Les Traces Habiles Nuit de la Lecture 2019

Nous vous attendons le samedi 19 janvier à la Bibliothèque Forney à l’occasion de la Nuit de la Lecture 2019 autour du texte “On lit ou on regarde un dessin ?”.

Recomposé à partir des témoignages de 170 créateurs (architectes, designers, paysagistes, graphistes, stylistes, danseurs, comédiens, musiciens, écrivains, cuisiniers, artisans d’art…) le texte restitue les multiples enjeux du dessin/dessein dans le processus créatif.

La soirée, organisée sous la forme d’une performance dessinée dans la Galerie de la Bibliothèque Forney, donnera la parole à 3 comédiens. Leurs mots se suivent, se répondent, se confrontent. L’artiste, qui incarne par sa présence silencieuse tous ceux qui prennent le crayon pour poser l’idée sur le papier, se saisit de leurs mots pour tracer sur de grandes feuilles ses propres déambulations.

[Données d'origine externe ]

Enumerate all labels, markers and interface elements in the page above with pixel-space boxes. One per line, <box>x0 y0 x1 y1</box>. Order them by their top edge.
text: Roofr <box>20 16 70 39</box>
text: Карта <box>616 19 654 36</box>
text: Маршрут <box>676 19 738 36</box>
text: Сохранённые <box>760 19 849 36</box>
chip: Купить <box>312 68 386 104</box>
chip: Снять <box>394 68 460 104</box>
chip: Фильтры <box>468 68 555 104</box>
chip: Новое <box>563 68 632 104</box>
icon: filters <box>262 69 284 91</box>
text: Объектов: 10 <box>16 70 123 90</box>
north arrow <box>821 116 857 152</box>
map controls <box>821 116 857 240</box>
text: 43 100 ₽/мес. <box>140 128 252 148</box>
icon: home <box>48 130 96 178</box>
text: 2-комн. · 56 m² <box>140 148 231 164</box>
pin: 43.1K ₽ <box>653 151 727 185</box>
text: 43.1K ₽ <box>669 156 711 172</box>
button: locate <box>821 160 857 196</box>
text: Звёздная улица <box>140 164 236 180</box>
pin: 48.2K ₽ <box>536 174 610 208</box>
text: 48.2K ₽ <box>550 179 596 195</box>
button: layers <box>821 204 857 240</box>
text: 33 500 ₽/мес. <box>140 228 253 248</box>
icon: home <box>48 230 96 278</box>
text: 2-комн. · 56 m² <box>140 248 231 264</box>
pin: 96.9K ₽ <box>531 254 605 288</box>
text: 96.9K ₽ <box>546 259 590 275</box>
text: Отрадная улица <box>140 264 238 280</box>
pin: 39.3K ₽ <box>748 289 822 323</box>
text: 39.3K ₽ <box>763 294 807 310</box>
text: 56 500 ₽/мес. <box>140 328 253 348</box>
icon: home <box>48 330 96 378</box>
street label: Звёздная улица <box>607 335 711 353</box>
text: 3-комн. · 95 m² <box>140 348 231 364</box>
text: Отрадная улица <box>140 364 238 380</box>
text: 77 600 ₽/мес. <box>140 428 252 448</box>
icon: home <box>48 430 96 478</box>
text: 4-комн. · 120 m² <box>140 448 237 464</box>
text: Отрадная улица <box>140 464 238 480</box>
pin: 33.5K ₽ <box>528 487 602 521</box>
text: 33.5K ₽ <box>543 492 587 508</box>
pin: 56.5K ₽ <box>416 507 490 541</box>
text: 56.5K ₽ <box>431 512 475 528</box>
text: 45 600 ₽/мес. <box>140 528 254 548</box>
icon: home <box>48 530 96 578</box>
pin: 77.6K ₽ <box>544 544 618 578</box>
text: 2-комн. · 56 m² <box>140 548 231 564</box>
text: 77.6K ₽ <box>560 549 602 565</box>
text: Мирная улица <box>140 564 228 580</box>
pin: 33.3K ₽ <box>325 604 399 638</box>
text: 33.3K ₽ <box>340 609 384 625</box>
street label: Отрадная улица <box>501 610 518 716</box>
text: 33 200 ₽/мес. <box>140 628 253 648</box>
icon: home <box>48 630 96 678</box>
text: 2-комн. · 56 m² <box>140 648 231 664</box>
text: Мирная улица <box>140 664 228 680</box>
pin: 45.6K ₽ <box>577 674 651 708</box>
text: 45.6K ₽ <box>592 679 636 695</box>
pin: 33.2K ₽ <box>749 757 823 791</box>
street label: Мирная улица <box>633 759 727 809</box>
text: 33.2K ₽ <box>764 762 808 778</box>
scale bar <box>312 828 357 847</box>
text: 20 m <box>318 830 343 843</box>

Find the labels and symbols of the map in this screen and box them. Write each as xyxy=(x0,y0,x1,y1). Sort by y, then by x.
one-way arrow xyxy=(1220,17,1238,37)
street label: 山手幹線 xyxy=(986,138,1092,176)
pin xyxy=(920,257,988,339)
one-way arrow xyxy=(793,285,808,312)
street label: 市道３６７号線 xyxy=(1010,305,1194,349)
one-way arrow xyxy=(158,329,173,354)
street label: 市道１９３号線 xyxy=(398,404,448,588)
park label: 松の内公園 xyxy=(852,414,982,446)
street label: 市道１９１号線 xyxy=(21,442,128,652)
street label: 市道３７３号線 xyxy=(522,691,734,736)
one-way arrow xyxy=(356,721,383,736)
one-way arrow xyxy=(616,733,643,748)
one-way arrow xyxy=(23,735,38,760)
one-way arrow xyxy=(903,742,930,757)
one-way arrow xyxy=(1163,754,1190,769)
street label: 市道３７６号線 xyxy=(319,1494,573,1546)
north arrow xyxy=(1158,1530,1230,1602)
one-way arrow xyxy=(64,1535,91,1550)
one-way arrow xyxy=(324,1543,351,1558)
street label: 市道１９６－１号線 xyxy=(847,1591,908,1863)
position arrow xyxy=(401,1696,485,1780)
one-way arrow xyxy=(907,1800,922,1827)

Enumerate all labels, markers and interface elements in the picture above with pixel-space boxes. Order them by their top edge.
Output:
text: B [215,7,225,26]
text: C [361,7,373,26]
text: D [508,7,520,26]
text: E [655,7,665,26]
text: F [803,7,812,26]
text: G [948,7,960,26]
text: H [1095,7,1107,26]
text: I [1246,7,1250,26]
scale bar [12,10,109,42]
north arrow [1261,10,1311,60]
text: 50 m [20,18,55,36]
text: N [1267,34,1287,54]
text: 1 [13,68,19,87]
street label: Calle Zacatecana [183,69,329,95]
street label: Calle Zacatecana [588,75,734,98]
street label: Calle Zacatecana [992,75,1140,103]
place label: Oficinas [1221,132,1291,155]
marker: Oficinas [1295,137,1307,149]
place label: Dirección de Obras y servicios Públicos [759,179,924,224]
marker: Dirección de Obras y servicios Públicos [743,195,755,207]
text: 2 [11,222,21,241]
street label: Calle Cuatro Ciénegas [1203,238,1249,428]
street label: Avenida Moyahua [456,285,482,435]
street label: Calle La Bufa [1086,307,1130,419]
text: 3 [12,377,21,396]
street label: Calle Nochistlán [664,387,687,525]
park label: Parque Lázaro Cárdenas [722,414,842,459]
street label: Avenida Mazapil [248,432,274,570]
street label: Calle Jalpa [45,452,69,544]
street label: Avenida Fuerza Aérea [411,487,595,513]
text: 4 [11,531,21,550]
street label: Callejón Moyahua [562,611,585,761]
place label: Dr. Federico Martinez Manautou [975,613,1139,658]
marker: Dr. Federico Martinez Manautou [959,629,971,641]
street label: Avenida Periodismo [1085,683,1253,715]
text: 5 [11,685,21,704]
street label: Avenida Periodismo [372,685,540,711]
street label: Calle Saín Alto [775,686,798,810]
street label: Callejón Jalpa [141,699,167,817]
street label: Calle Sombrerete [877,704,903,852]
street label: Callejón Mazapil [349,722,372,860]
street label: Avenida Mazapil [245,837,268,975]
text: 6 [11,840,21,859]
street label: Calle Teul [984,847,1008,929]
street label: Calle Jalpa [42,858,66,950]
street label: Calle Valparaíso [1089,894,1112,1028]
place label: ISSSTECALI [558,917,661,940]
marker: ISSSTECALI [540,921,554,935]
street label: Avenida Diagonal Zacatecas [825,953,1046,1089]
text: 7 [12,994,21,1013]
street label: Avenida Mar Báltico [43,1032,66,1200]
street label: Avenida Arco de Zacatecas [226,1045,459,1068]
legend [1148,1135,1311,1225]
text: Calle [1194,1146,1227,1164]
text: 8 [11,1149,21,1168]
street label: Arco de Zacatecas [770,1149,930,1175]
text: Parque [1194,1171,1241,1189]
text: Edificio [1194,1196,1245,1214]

Venez (re)découvrir à cette occasion l’Hôtel de Sens, qui abrite la Bibliothèque Forneyconstruit durant la seconde moitié du XVe siècle par Tristan de Salazar, archevêque de Sens. Avec ses tourelles d’angle, son porche gothique, son donjon et ses hautes fenêtres parées de blason ressemble à un ingénieux croisement entre un château-fort et une demeure de plaisance de la Renaissance…
À la fois bibliothèque de conservation et de prêt, la Bibliothèque Forney a pour spécialités les beaux-arts, les arts décoratifs, les arts graphiques, les métiers d’art et leurs techniques ainsi que la mode, la publicité, le design. C’est une des grandes bibliothèques patrimoniales de la Ville de Paris qui se signale par la diversité de ses documents : livres et revues, ephemera, catalogues d’expositions, de musées, de ventes publiques et de salons…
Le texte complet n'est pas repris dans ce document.